Chapter 3: Getting to the bottom of what's actually covered
Health insurance plays an outsized role in our lives. But does anyone really know how it works? Or, for that matter, what it really says? In this series, I will be talking to my dad, a retired healthcare executive, about a variety of topics to get some clarity on private (employer-supplied) health insurance.
Jeremy Sachs spent 30 years working for a Fortune 500 insurance company. During much of that time, as House Counsel for the Employee Benefits Division, he advised corporate managers of the Division on a wide range of legal issues relating to the Company's group health insurance policies, including during the times when the Health Insurance Portability and Accountability Act (HIPAA) and the Americans with Disabilities Act (ADA) were passed and instituted.
This series does not apply to Medicare, Medicaid, Obamacare (The Affordable Care Act, or ACA), or individual health insurance, unless otherwise specified.
Once upon a time...You’ve just leapt into the next step of your career at the Most Selective Company in your field, or MSC. MSC offers several coverage options under the Marginally Generous Insurance Company, or MaGIC. The enrollment period for new employees is 14 days. If you don’t enroll in the given timeframe, you will lose whatever coverage options you had until the next open season.
You lug home what feels like a banker’s box full of policies to sift through and forms to sign, but you know health insurance is the most important one. You have an expensive medical condition and can’t afford to pay for your drugs or doctors’ appointments out of pocket. But you’ve never had your own health insurance policy.
What do you do now?
The goal of a health insurance plan is to spare your wallet as much as possible. You will need to know what you can afford, what your needs are likely to be over the next year, and which of the plans MSC is offering covers the most of those needs.
First, the code key (every indecipherable document has one):
Find the short one called something like Benefits Booklet or Benefits Summary or Highlights of Your Coverage. This is the one that gives an overview of all your coverage options: your monthly premium, deductible, and coverage levels for each type of plan offered according to how many people will be covered (single person, single + spouse, family, etc.). This is like the executive summary. It only hits the high points, but does not say what, exactly, is covered. And what isn’t. For that you will need …
The longer one, typically 30-40 pages. The technical term for this one is the Summary Plan Description (SPD) and will have a longer title, likely with the words comprehensive and group in it. This is the “authoritative” document. If there are discrepancies between the summary and the SPD, go with the SPD.
Second, what actually needs to be decoded?:
Once you have those two documents in front of you, feel free to pull in your partner or spouse if you have one to share your misery. You are going to do a document comparison! Lucky you.
The problem is, in order to choose the best plan, you will need to compare plans both to your list of needs and to each other. Wait, you don’t have a list of your needs? OK. That should be easy enough (and a good reason to put off actually looking at the policies). In order to start compiling your list:
- Review your family’s medical history.
- Make a list of the types of services you have needed, and the ones you think you will need. For example, if your condition requires consumable medical supplies (not drugs), you will want a plan that lists those kinds of supplies in the “Are Covered” list.
- Highlight the things on the list that are the most important to you: the most likely, most expensive, most frequent, etc.
Last, cost estimates (yes, they are as tedious as they sound – fair warning):
Once you have your list in front of you, and anyone else you want to torture sitting with you, take a look at the shorter document and assess if any of the plans would kill your budget completely just by the premiums and/or deductible (if it’s not listed separately, make note to ask whether the in-network and out-of-network are separate or not). If so, you have eliminated one plan to compare.

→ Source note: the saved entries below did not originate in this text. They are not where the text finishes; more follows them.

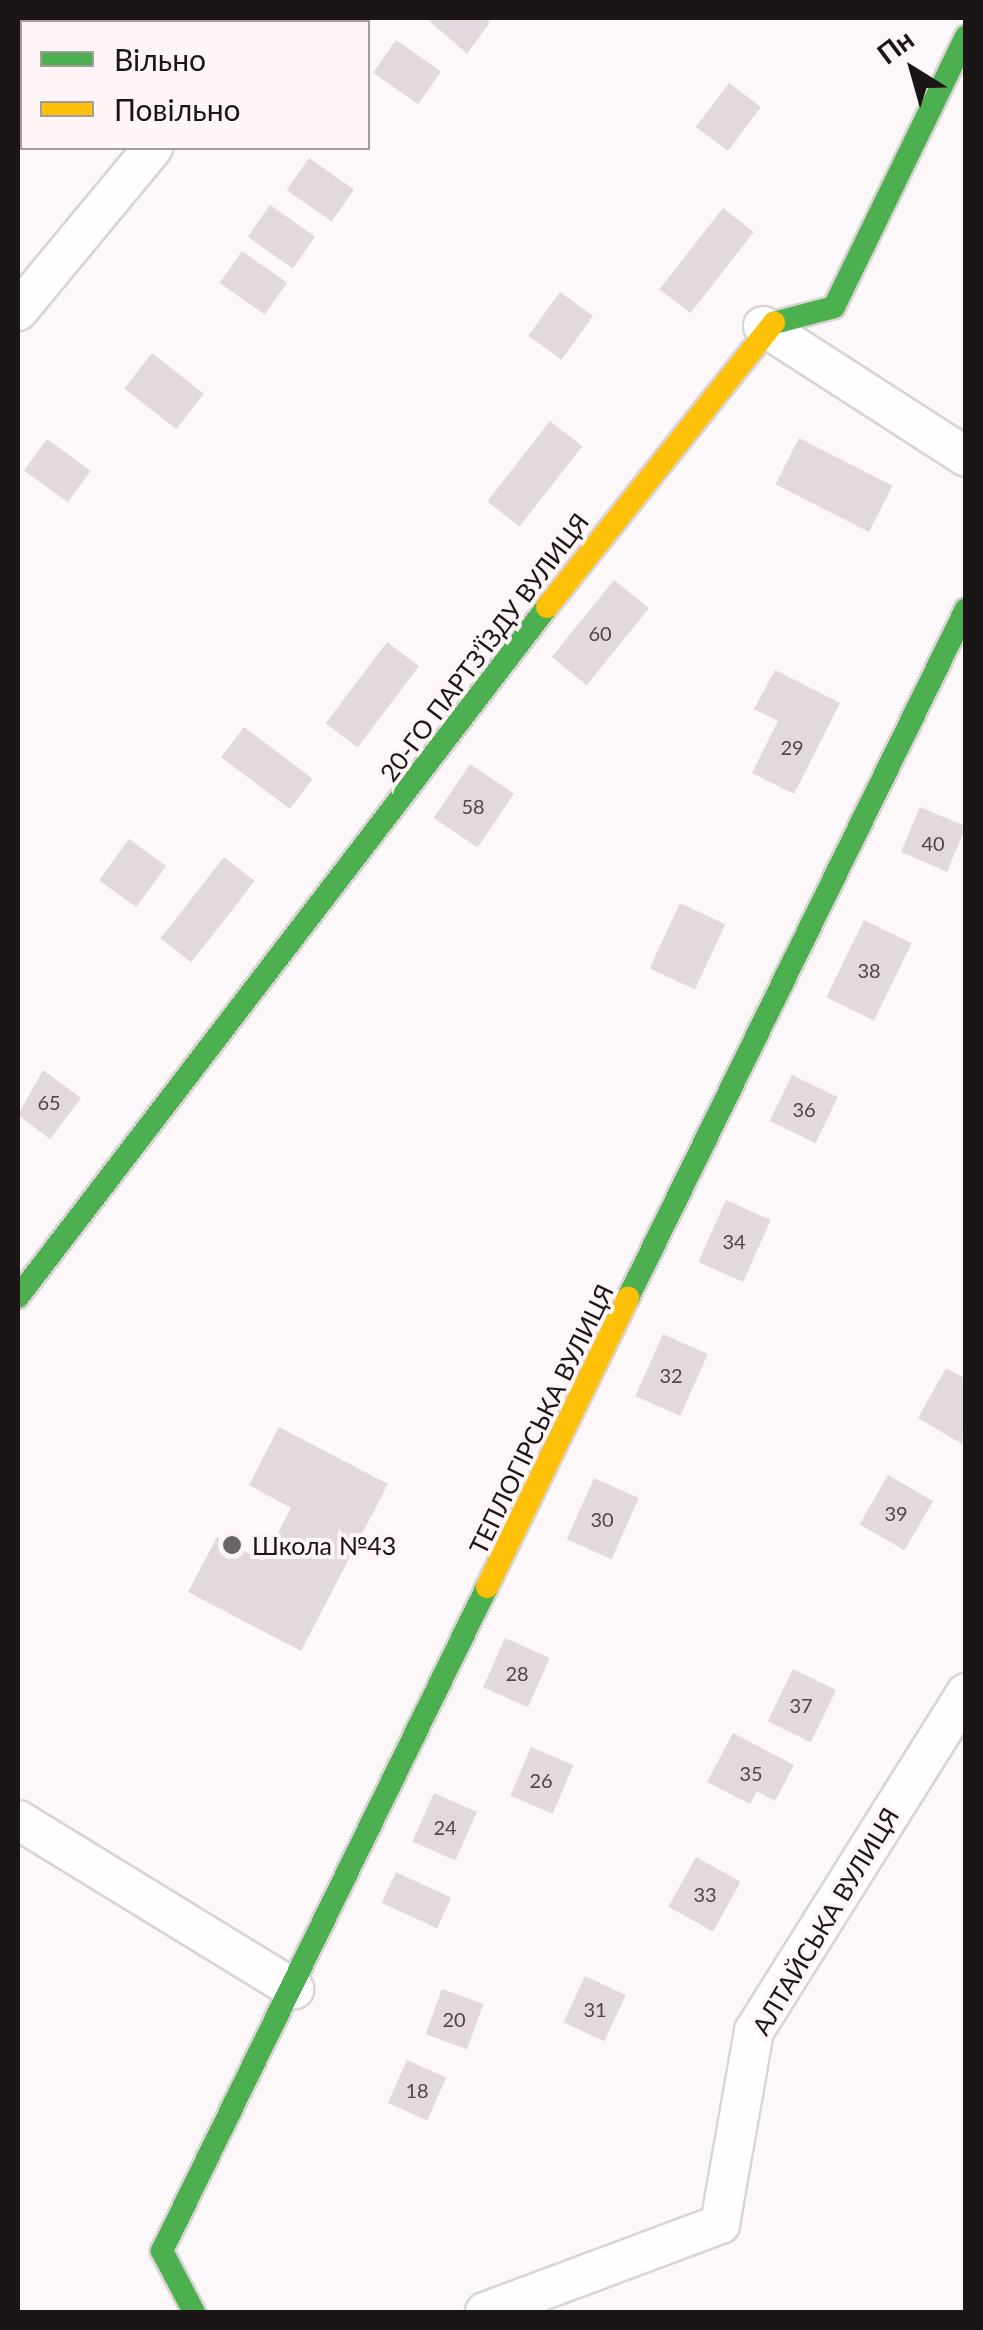 <!DOCTYPE html>
<meta charset="utf-8">
<style>
body{margin:0}
#map{position:relative;width:983px;height:2330px;overflow:hidden;background:#fcf7f8;font-family:Lato,sans-serif}
div>[style]{position:absolute}
[style*='--x']{left:calc(var(--x)*1px);top:calc(var(--y)*1px);width:calc(var(--w)*1px);rotate:calc(var(--a)*1deg)}
.building>*{inset:0;background:#e2d9de;transform-origin:0 0}
.roads{filter:drop-shadow(2px 0 #dad4d4) drop-shadow(-2px 0 #dad4d4) drop-shadow(0 2px #dad4d4) drop-shadow(0 -2px #dad4d4)}
.street>*{height:38px;margin:-19px;padding:0 19px;transform-origin:19px;border-radius:19px;background:#fffefe}
.fast>*{height:22px;margin:-11px;padding:0 11px;transform-origin:11px;border-radius:11px;background:#4caf50}
.slow>*{height:22px;margin:-11px;padding:0 11px;transform-origin:11px;border-radius:11px;background:#ffc107}
.dots>*{width:28px;height:28px;translate:-50% -50%;box-sizing:border-box;border:5px solid #fef5f7;border-radius:50%}
span{translate:-50% -50%;white-space:nowrap;text-align:center;line-height:1.15;-webkit-text-stroke:8px #fef5f7;paint-order:stroke}
.number-label{font-size:20px;color:#4e4648}
.number-label span{-webkit-text-stroke-width:0}
.street-label{font-size:25px;color:#1c1516}
.poi-label{font-size:25px;color:#1c1516}
.left{translate:0 -50%;text-align:left}
.frame{position:absolute;inset:0;border:20px solid #1c1516;pointer-events:none}
.legend{position:absolute;left:20px;top:20px;width:350px;height:130px;box-sizing:border-box;background:#fef5f7;border:2px solid #a49b9d;margin:0;padding:12px 18px;list-style:none;font-size:30px;color:#1c1516}
.legend li{display:flex;align-items:center;gap:20px;height:50px}
.legend b{width:50px;border:2px solid #a49b9d}
.north{position:absolute;left:863px;top:20px;width:100px;height:100px;-webkit-text-stroke:8px #fef5f7;paint-order:stroke;rotate:323deg;font-size:28px;font-weight:700;line-height:40px;text-align:center;color:#1c1516}
.north::after{content:'';display:block;margin:auto;width:35px;height:45px;background:#1c1516;clip-path:polygon(50% 0,100% 100%,50% 72%,0 100%)}
</style>
<div id="map">
<div class="building">
<i style="clip-path:polygon(426px 18px,484px 18px,490px 22px,467px 54px)"></i>
<i style="left:396px;top:40px;width:55px;height:40px;rotate:35deg"></i>
<i style="left:729px;top:83px;width:40px;height:55px;rotate:37deg"></i>
<i style="left:309px;top:158px;width:55px;height:39px;rotate:35deg"></i>
<i style="left:270px;top:205px;width:55px;height:39px;rotate:35deg"></i>
<i style="left:723px;top:208px;width:39px;height:103px;rotate:38deg"></i>
<i style="left:242px;top:251px;width:55px;height:39px;rotate:35deg"></i>
<i style="left:560px;top:292px;width:41px;height:54px;rotate:36deg"></i>
<i style="left:152px;top:353px;width:66px;height:45px;rotate:38deg"></i>
<i style="left:550px;top:421px;width:41px;height:102px;rotate:38deg"></i>
<i style="left:799px;top:438px;width:105px;height:52px;rotate:27deg"></i>
<i style="left:47px;top:439px;width:54px;height:39px;rotate:36deg"></i>
<i style="left:614px;top:580px;width:45px;height:99px;rotate:39deg"></i>
<i style="left:387px;top:642px;width:40px;height:102px;rotate:37deg"></i>
<i style="clip-path:polygon(775px 670px,840px 703px,794px 794px,752px 773px,778px 721px,754px 709px)"></i>
<i style="left:244px;top:727px;width:86px;height:38px;rotate:37deg"></i>
<i style="left:470px;top:764px;width:53px;height:65px;rotate:34deg"></i>
<i style="left:920px;top:807px;width:50px;height:49px;rotate:23deg"></i>
<i style="left:129px;top:839px;width:46px;height:51px;rotate:36deg"></i>
<i style="left:224px;top:857px;width:39px;height:103px;rotate:38deg"></i>
<i style="left:680px;top:903px;width:50px;height:72px;rotate:25deg"></i>
<i style="left:864px;top:920px;width:53px;height:86px;rotate:26deg"></i>
<i style="clip-path:polygon(43px 1070px,81px 1098px,50px 1139px,18px 1115px)"></i>
<i style="left:792px;top:1075px;width:51px;height:51px;rotate:26deg"></i>
<i style="left:726px;top:1200px;width:49px;height:68px;rotate:24deg"></i>
<i style="left:663px;top:1334px;width:49px;height:68px;rotate:24deg"></i>
<i style="clip-path:polygon(946px 1368px,966px 1379px,962px 1444px,918px 1418px)"></i>
<i style="clip-path:polygon(279px 1427px,388px 1484px,301px 1651px,188px 1592px,217px 1537px,263px 1561px,291px 1508px,249px 1485px)"></i>
<i style="left:888px;top:1475px;width:52px;height:57px;rotate:30deg"></i>
<i style="left:594px;top:1478px;width:49px;height:67px;rotate:24deg"></i>
<i style="left:505px;top:1638px;width:49px;height:54px;rotate:24deg"></i>
<i style="left:793px;top:1669px;width:48px;height:58px;rotate:26deg"></i>
<i style="clip-path:polygon(733px 1733px,794px 1765px,775px 1801px,757px 1791px,750px 1804px,707px 1782px)"></i>
<i style="left:531px;top:1747px;width:46px;height:53px;rotate:23deg"></i>
<i style="left:434px;top:1793px;width:47px;height:53px;rotate:24deg"></i>
<i style="left:696px;top:1857px;width:51px;height:57px;rotate:29deg"></i>
<i style="left:396px;top:1872px;width:61px;height:34px;rotate:25deg"></i>
<i style="left:585px;top:1976px;width:45px;height:51px;rotate:25deg"></i>
<i style="left:442px;top:1989px;width:44px;height:48px;rotate:20deg"></i>
<i style="left:407px;top:2060px;width:43px;height:47px;rotate:24deg"></i>
</div>
<div class="roads">
<div class="street">
<i style="--x:258;--y:22;--w:6;--a:-39"></i>
<i style="--x:18;--y:311;--w:212;--a:-50.4"></i>
<i style="--x:763;--y:326;--w:242;--a:32.8"></i>
<i style="--x:18;--y:1820;--w:324;--a:31.5"></i>
<i style="--x:485;--y:2312;--w:251;--a:-20.5"></i>
<i style="--x:720;--y:2224;--w:196;--a:-80"></i>
<i style="--x:754;--y:2031;--w:399;--a:-57.9"></i>
</div>
<div class="fast">
<i style="--x:774;--y:323;--w:62;--a:-14.9"></i>
<i style="--x:834;--y:307;--w:301;--a:-64"></i>
<i style="--x:18;--y:1297;--w:869;--a:-52.52"></i>
<i style="--x:628;--y:1298;--w:767;--a:-63.87"></i>
<i style="--x:194;--y:2312;--w:69;--a:-117.7"></i>
<i style="--x:162;--y:2251;--w:739;--a:-63.92"></i>
</div>
<div class="slow">
<i style="--x:547;--y:607;--w:364;--a:-51.4"></i>
<i style="--x:487;--y:1587;--w:322;--a:-64"></i>
</div>
</div>
<div class="dots">
<i style="left:232px;top:1545px;background:#6a6465"></i>
</div>
<div class="number-label">
<span style="left:600px;top:633px">60</span>
<span style="left:792px;top:747px">29</span>
<span style="left:473px;top:806px">58</span>
<span style="left:933px;top:843px">40</span>
<span style="left:869px;top:970px">38</span>
<span style="left:49px;top:1102px">65</span>
<span style="left:804px;top:1109px">36</span>
<span style="left:734px;top:1241px">34</span>
<span style="left:671px;top:1375px">32</span>
<span style="left:896px;top:1513px">39</span>
<span style="left:602px;top:1519px">30</span>
<span style="left:517px;top:1673px">28</span>
<span style="left:801px;top:1705px">37</span>
<span style="left:751px;top:1773px">35</span>
<span style="left:541px;top:1780px">26</span>
<span style="left:445px;top:1827px">24</span>
<span style="left:705px;top:1894px">33</span>
<span style="left:595px;top:2009px">31</span>
<span style="left:454px;top:2019px">20</span>
<span style="left:417px;top:2090px">18</span>
</div>
<div class="street-label">
<span style="left:484px;top:647px;rotate:-53deg">20-ГО ПАРТЗ’ЇЗДУ ВУЛИЦЯ</span>
<span style="left:541px;top:1419px;rotate:-64deg">ТЕПЛОГІРСЬКА ВУЛИЦЯ</span>
<span style="left:825px;top:1921px;rotate:-59deg">АЛТАЙСЬКА ВУЛИЦЯ</span>
</div>
<div class="poi-label">
<span class="left" style="left:252px;top:1545px">Школа №43</span>
</div>
<div class="frame"></div>
<ul class="legend">
<li><b style="height:12px;background:#4caf50"></b>Вільно</li>
<li><b style="height:12px;background:#ffc107"></b>Повільно</li>
</ul>
<div class="north">Пн</div>
</div>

Keep the summary open and open the SPD. You don’t want to hear this, but now you have to read the whole SPD. There is a place in that document that has an exhaustive list of what is and isn’t covered, but clarification often comes in other parts of the policy. Write any questions you have in the margins or on the paper that holds your list. Cross them out as you come across the answers. If the questions aren’t answered by the time you finish, you should ask MSC’s Human Resources staff for answers before you choose your plan. If the HR staff has to reach back to MaGIC for answers, be persistent, and remember that you are on a deadline.
When you’re done, find that page in the SPD that you’ve already read with the list of what is and isn’t covered by the plans you are considering. Check it twice. If Santa can do it for a third of the planet, you can do it for a couple of health insurance policies.
Once you have an idea of the plan you want, you can get a pretty decent estimate of your annual expenditure by estimating how many times you will need the types of services on your list and multiplying that by the fee listed on the summary for that service. Highlight anything you will need that isn’t covered and add that to the total, along with the out-of pocket maximum or deductible (if you’re like me, you burn through that in less than six months.), and the monthly premium times 12.
Now you know what’s covered and what isn’t. MSC has answered your questions. You’ve estimated what your costs will be over the next year. Time to choose a plan. Congratulations! You’re covered.